The last 48 hours were probably the most intense in my life. The love, kind words and support I’ve received in that period from, mostly, total strangers have been overwhelming. I want to thank everybody who saw the good in what I did. Though, to be honest, I think it was a little stupid. What was I thinking putting my life and probably my career on the line in an attempt to change something so entrenched it seems unchangeable? But really I’m not fazed by the trash talk from those allergic to the truth.
It’s a long time coming and someone has to put the Big Ben on the fat cat, I guess.
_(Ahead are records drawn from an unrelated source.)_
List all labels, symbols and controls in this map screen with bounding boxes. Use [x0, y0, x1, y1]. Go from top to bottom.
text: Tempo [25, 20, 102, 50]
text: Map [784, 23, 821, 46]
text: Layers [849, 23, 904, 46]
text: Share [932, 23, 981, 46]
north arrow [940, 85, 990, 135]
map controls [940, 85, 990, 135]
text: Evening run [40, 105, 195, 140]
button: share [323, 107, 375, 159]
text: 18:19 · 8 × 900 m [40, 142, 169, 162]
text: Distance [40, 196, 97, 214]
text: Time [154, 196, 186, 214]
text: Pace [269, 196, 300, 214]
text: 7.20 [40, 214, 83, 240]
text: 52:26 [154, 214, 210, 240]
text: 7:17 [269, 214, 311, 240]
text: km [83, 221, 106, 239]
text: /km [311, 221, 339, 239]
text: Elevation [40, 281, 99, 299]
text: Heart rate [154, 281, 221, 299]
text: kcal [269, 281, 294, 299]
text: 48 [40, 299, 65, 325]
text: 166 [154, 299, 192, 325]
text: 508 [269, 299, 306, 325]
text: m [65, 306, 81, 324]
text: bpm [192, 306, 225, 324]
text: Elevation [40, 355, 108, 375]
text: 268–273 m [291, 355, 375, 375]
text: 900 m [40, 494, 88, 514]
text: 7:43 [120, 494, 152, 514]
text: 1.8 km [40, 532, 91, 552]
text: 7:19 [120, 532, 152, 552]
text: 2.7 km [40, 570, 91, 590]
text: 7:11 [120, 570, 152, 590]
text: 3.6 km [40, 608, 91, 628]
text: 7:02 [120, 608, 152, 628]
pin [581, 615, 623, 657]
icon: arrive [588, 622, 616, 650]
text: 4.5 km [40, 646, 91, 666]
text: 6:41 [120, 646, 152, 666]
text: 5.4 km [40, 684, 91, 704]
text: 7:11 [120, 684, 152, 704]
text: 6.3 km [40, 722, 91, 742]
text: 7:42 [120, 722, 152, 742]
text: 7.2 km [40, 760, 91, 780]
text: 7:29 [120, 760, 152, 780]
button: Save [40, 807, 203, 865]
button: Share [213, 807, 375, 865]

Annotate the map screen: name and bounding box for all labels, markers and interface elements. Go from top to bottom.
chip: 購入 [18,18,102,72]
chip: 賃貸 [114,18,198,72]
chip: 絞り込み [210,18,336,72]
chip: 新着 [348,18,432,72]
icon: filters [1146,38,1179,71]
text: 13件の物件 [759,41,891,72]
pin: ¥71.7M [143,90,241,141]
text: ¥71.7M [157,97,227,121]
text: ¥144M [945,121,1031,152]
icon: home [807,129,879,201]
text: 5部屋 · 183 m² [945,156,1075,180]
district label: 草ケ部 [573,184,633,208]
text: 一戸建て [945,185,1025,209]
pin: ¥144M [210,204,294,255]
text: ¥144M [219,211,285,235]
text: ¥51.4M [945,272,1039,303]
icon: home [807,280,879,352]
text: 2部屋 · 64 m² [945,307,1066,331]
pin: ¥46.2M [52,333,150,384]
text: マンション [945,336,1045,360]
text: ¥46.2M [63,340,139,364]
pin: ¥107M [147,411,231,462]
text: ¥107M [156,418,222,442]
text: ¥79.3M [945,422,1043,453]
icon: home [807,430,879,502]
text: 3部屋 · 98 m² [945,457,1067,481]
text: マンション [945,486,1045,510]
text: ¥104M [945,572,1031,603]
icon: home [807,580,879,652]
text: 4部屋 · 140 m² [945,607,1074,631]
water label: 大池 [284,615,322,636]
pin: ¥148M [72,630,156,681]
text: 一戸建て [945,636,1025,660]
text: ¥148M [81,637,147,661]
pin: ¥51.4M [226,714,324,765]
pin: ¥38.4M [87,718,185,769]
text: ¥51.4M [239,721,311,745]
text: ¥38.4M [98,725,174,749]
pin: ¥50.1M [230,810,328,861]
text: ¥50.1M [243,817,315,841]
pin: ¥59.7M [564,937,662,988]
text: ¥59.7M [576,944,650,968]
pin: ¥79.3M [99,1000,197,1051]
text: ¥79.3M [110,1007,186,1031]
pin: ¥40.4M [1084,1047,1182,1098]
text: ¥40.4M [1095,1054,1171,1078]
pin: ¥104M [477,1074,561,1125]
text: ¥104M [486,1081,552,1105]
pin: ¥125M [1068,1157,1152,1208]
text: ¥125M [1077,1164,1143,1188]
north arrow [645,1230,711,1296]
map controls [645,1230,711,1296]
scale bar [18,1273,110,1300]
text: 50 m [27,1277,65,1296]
During the same period I’ve also been insulted like never before. I’ve been called the most uncomplimentary names and all the curses in Deuteronomy hurled towards me. They should be ashamed that the brushed ego of their spiritual godfather meant more to them than the over 90 lives that perished under the rubble.
I can deal with the trash talk and name-calling. But I’m also not naïve. I’ve made plans to evacuate my family to safety at the shortest notice in case things escalate. I hope they don’t. But one can never be so sure with these fundamentalists.
They said I’m an attention freak; that I published the audio clip because I yearned to be a social media celebrity (whatever that means). Well, I won’t lie; I enjoyed the 15 minutes of fame. I loved the thrill of being in the eye of the storm. In case my accusers are reading this, I got over 2,000 followers on Twitter within the period. I don’t know what to make of that yet. I’m not so sure about this Twitter thing, but if there’s a way I can convert that to money, that would be something. Gbenga Olorunpomi, how much does one twitter follower exchange for a dollar these days?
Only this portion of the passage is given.